A Federated Database System

DB2 federated database catalog entries contain information about data source objects: what they are called, what information they contain, and conditions under which they can be used. Because this DB2 catalog stores information about objects in many DBMSs, it is called a global catalog. Object attributes are stored in the catalog. The actual DBMSs being referenced, modules used to communicate with the data source, and DBMS data objects (such as tables) that will be accessed are outside of the database. (One exception: a federated database can be a data source for the federated system.) You can create federated objects using the Control Center or SQL DDL statements. Required federated database objects are:

Wrappers
Identify the modules (DLL, library, and so on) used to access a particular class or category of data source.

Servers
Define data sources. Server data includes the wrapper name, server name, server type, server version, authorization information, and server options.

Nicknames
Identifiers stored in the federated database that reference specific data source objects (tables, aliases, views).
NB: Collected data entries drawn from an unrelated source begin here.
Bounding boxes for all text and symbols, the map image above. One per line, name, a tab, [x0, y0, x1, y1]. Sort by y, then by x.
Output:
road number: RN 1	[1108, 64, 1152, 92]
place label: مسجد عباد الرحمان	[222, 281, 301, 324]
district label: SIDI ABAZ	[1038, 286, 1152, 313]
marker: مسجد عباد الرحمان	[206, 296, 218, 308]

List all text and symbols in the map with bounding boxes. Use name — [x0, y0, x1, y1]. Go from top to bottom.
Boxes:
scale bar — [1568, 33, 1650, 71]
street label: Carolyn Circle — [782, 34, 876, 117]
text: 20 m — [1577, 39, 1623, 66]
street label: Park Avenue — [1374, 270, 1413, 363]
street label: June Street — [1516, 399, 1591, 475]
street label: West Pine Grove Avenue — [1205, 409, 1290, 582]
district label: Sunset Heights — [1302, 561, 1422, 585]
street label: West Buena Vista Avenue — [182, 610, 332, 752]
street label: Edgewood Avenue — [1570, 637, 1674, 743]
Applications reference nicknames in queries just like they reference tables and views.

Depending on your specific needs, you can create additional objects:

After a federated system is set up, the information in data sources can be accessed as though it were in one large database. Users and applications send queries to one federated database, which then retrieves data from DB2 family and Oracle systems as needed. User and applications specify nicknames in queries; these nicknames provide references to tables and views located in data sources. From an end-user perspective, nicknames are similar to aliases.

There are many factors affecting federated system performance. The most critical factor is to ensure that accurate and up-to-date information about data sources and their objects is stored in the federated database global catalog. This information is used by the DB2 optimizer, and can affect decisions to push down operations for evaluation at data sources. Refer to the Administration Guide: Performance for additional information about federated system performance.

A DB2 federated system operates under some restrictions. Distributed requests are limited to read-only operations. In addition, you cannot execute utility operations (LOAD, REORG, REORGCHK, IMPORT, RUNSTATS, and so on) against nicknames.

You can, however, use a pass-through facility to submit DDL and DML statements directly to database managers using the SQL dialect associated with that data source.

Federated systems tolerate parallel environments. Performance gains are limited by the extent to which a federated database query can be semantically broken down into local object (table, view) references and nickname references. Requests for nickname data are processed sequentially; local objects can be processed in parallel. For example, given the query SELECT * FROM A, B, C, D, where A and B are local tables, and C and D are nicknames referencing tables at Oracle data sources, one possible plan would join tables A and B with a parallel join. The results are then joined sequentially with nicknames C and D.